Saved entries
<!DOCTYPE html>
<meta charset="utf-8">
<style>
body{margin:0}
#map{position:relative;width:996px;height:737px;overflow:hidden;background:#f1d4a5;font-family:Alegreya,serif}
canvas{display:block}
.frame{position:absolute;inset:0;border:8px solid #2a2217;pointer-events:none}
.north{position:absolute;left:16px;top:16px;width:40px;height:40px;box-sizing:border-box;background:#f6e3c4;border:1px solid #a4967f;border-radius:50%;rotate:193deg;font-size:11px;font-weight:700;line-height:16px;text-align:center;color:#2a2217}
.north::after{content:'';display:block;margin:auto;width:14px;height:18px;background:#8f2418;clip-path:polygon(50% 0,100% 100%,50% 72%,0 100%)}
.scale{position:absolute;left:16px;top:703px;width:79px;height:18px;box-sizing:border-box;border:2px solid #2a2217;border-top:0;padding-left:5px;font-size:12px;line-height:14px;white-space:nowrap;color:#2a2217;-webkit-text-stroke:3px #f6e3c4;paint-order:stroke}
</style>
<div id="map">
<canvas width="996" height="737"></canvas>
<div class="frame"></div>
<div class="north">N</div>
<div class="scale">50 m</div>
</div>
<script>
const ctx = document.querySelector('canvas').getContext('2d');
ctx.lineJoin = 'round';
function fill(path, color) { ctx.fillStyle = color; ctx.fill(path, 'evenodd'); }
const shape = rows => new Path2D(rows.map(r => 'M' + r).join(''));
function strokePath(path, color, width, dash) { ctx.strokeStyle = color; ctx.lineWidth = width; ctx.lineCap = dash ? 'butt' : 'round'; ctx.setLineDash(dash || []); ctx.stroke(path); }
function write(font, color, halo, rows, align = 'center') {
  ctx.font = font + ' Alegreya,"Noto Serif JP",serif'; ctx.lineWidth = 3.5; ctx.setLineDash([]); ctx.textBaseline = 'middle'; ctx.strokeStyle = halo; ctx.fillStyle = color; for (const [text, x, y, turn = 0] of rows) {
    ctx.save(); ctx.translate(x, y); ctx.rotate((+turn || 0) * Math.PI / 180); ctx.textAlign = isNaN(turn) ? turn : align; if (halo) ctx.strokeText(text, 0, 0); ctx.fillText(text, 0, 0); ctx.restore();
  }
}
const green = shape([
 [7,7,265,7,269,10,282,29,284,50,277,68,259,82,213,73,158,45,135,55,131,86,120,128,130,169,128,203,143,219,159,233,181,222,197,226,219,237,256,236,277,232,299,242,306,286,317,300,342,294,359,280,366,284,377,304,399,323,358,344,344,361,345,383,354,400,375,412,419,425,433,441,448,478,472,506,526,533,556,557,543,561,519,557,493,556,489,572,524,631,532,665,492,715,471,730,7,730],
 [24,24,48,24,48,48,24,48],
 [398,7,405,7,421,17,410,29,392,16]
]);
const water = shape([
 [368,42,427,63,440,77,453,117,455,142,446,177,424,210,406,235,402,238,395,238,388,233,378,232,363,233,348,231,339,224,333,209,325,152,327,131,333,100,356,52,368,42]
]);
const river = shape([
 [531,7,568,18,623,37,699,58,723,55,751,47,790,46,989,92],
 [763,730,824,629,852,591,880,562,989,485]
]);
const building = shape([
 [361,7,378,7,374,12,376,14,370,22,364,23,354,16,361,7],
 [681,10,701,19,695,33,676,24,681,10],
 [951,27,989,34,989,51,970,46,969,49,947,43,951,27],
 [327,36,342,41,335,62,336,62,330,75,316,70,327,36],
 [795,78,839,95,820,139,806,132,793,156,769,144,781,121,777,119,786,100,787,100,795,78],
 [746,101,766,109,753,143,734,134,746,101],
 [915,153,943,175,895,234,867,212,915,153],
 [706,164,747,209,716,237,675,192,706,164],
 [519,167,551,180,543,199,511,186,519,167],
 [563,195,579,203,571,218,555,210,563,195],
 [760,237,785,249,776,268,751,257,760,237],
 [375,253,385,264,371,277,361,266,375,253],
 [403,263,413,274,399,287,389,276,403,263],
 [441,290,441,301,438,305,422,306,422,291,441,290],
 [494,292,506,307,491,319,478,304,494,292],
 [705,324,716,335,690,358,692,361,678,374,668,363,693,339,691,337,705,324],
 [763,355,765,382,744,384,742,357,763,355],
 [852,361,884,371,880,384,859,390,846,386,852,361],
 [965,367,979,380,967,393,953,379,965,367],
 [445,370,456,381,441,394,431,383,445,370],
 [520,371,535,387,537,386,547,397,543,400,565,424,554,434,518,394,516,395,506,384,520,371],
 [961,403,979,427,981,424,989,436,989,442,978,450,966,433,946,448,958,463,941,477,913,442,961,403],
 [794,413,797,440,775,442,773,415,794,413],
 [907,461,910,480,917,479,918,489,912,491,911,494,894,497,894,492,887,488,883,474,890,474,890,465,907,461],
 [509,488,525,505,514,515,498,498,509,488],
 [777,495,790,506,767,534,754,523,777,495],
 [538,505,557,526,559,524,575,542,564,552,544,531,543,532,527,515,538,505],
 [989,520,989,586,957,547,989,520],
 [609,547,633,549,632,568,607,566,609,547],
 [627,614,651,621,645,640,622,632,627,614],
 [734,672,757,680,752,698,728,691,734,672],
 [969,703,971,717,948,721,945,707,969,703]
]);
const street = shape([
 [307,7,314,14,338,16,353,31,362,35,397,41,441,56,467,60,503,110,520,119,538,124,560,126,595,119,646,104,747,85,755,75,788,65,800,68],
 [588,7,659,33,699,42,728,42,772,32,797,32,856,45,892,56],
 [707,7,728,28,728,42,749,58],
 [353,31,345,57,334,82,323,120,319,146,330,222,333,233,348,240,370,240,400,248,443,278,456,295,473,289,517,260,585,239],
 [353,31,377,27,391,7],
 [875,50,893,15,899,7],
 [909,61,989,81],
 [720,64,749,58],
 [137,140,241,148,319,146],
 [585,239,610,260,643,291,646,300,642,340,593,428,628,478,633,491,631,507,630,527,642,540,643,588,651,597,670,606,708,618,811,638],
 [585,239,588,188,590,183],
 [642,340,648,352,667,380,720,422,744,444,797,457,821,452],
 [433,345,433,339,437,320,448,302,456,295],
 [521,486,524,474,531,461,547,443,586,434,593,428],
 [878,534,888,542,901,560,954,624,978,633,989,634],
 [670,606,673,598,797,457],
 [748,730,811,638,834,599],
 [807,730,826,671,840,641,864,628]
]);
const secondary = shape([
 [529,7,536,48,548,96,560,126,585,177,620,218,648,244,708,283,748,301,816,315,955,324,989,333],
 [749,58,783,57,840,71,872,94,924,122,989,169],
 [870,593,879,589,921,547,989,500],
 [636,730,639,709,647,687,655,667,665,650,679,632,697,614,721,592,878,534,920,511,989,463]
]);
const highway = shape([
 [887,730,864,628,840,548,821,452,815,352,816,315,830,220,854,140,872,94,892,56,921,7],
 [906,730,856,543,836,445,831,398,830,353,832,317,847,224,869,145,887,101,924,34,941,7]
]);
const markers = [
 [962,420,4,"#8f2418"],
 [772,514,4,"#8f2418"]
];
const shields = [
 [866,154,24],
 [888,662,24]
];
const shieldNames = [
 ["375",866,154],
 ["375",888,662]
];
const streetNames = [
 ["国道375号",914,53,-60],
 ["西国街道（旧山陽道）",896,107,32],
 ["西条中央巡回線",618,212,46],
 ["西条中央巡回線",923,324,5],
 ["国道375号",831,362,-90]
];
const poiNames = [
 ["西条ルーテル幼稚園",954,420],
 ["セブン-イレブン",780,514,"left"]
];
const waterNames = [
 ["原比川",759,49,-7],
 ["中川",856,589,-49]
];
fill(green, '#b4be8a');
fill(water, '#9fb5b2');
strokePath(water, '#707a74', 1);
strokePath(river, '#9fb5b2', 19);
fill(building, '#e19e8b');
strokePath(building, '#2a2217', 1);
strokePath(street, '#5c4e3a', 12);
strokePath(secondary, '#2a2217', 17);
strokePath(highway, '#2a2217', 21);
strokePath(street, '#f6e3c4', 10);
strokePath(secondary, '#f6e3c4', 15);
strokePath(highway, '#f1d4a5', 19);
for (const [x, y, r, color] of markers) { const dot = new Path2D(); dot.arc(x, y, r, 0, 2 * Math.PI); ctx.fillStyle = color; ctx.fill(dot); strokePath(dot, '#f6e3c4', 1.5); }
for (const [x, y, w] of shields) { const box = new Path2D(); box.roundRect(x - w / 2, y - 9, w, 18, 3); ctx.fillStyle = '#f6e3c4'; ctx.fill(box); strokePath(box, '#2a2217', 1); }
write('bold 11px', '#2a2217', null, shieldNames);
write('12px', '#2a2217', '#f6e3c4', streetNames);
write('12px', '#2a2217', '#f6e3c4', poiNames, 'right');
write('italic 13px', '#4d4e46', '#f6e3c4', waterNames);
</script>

* **INSTRUCTIONS FOR THE TASK**:
Using the entries shown above, reproduce verbatim the lines from the line bearing "const ctx = document.querySelector('canvas').getContext('2d');" to the line bearing "ctx.font = font", inclusive.

* **YOUR RESPONSE**:
const ctx = document.querySelector('canvas').getContext('2d');
ctx.lineJoin = 'round';
function fill(path, color) { ctx.fillStyle = color; ctx.fill(path, 'evenodd'); }
const shape = rows => new Path2D(rows.map(r => 'M' + r).join(''));
function strokePath(path, color, width, dash) { ctx.strokeStyle = color; ctx.lineWidth = width; ctx.lineCap = dash ? 'butt' : 'round'; ctx.setLineDash(dash || []); ctx.stroke(path); }
function write(font, color, halo, rows, align = 'center') {
  ctx.font = font + ' Alegreya,"Noto Serif JP",serif'; ctx.lineWidth = 3.5; ctx.setLineDash([]); ctx.textBaseline = 'middle'; ctx.strokeStyle = halo; ctx.fillStyle = color; for (const [text, x, y, turn = 0] of rows) {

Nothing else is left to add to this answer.